▶ **AIM OF THE TASK**: All records should be written out again exactly.

▶ **RECORDS FOR THIS EXERCISE**:
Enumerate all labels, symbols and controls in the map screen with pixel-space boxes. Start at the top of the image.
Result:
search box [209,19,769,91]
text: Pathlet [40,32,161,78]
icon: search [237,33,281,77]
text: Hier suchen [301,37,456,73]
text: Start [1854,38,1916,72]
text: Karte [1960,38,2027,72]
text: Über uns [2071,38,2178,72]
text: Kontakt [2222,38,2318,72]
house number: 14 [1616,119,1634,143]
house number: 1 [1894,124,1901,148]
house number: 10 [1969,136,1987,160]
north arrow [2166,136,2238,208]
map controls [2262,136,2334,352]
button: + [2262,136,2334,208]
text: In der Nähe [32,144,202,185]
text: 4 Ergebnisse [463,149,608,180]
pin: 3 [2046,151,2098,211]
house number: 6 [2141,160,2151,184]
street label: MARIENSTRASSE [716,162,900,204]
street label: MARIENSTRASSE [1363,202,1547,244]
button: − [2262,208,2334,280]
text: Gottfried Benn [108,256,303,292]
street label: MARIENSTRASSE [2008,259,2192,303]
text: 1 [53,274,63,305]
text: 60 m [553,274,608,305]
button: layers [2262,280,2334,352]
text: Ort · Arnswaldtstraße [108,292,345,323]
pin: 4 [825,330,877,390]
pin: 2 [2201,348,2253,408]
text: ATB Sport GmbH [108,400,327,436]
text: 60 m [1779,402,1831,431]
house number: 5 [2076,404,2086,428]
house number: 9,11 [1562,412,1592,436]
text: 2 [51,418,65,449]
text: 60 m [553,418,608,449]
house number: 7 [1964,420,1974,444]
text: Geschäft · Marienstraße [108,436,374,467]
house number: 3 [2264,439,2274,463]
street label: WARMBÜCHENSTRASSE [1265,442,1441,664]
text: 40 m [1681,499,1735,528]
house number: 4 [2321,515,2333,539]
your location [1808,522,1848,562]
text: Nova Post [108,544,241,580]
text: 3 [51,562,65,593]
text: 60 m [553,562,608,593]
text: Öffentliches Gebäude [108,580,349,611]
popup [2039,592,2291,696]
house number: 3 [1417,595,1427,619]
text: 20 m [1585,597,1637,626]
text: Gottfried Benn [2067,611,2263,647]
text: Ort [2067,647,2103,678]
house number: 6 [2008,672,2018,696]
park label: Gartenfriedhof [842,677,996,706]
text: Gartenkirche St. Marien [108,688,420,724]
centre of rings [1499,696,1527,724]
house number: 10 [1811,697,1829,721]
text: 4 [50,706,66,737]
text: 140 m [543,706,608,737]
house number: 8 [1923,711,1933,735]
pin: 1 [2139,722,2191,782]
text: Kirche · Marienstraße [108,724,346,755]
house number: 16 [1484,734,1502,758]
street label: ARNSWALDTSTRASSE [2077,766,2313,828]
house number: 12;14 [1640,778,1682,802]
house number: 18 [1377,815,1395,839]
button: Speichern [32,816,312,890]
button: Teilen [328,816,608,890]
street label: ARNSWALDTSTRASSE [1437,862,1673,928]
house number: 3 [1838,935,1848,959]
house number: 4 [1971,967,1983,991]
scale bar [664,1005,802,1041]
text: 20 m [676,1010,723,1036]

▶ **RESPONSE TO THIS TASK**:
Enumerate all labels, symbols and controls in the map screen with pixel-space boxes. Start at the top of the image.
Result:
search box [209,19,769,91]
text: Pathlet [40,32,161,78]
icon: search [237,33,281,77]
text: Hier suchen [301,37,456,73]
text: Start [1854,38,1916,72]
text: Karte [1960,38,2027,72]
text: Über uns [2071,38,2178,72]
text: Kontakt [2222,38,2318,72]
house number: 14 [1616,119,1634,143]
house number: 1 [1894,124,1901,148]
house number: 10 [1969,136,1987,160]
north arrow [2166,136,2238,208]
map controls [2262,136,2334,352]
button: + [2262,136,2334,208]
text: In der Nähe [32,144,202,185]
text: 4 Ergebnisse [463,149,608,180]
pin: 3 [2046,151,2098,211]
house number: 6 [2141,160,2151,184]
street label: MARIENSTRASSE [716,162,900,204]
street label: MARIENSTRASSE [1363,202,1547,244]
button: − [2262,208,2334,280]
text: Gottfried Benn [108,256,303,292]
street label: MARIENSTRASSE [2008,259,2192,303]
text: 1 [53,274,63,305]
text: 60 m [553,274,608,305]
button: layers [2262,280,2334,352]
text: Ort · Arnswaldtstraße [108,292,345,323]
pin: 4 [825,330,877,390]
pin: 2 [2201,348,2253,408]
text: ATB Sport GmbH [108,400,327,436]
text: 60 m [1779,402,1831,431]
house number: 5 [2076,404,2086,428]
house number: 9,11 [1562,412,1592,436]
text: 2 [51,418,65,449]
text: 60 m [553,418,608,449]
house number: 7 [1964,420,1974,444]
text: Geschäft · Marienstraße [108,436,374,467]
house number: 3 [2264,439,2274,463]
street label: WARMBÜCHENSTRASSE [1265,442,1441,664]
text: 40 m [1681,499,1735,528]
house number: 4 [2321,515,2333,539]
your location [1808,522,1848,562]
text: Nova Post [108,544,241,580]
text: 3 [51,562,65,593]
text: 60 m [553,562,608,593]
text: Öffentliches Gebäude [108,580,349,611]
popup [2039,592,2291,696]
house number: 3 [1417,595,1427,619]
text: 20 m [1585,597,1637,626]
text: Gottfried Benn [2067,611,2263,647]
text: Ort [2067,647,2103,678]
house number: 6 [2008,672,2018,696]
park label: Gartenfriedhof [842,677,996,706]
text: Gartenkirche St. Marien [108,688,420,724]
centre of rings [1499,696,1527,724]
house number: 10 [1811,697,1829,721]
text: 4 [50,706,66,737]
text: 140 m [543,706,608,737]
house number: 8 [1923,711,1933,735]
pin: 1 [2139,722,2191,782]
text: Kirche · Marienstraße [108,724,346,755]
house number: 16 [1484,734,1502,758]
street label: ARNSWALDTSTRASSE [2077,766,2313,828]
house number: 12;14 [1640,778,1682,802]
house number: 18 [1377,815,1395,839]
button: Speichern [32,816,312,890]
button: Teilen [328,816,608,890]
street label: ARNSWALDTSTRASSE [1437,862,1673,928]
house number: 3 [1838,935,1848,959]
house number: 4 [1971,967,1983,991]
scale bar [664,1005,802,1041]
text: 20 m [676,1010,723,1036]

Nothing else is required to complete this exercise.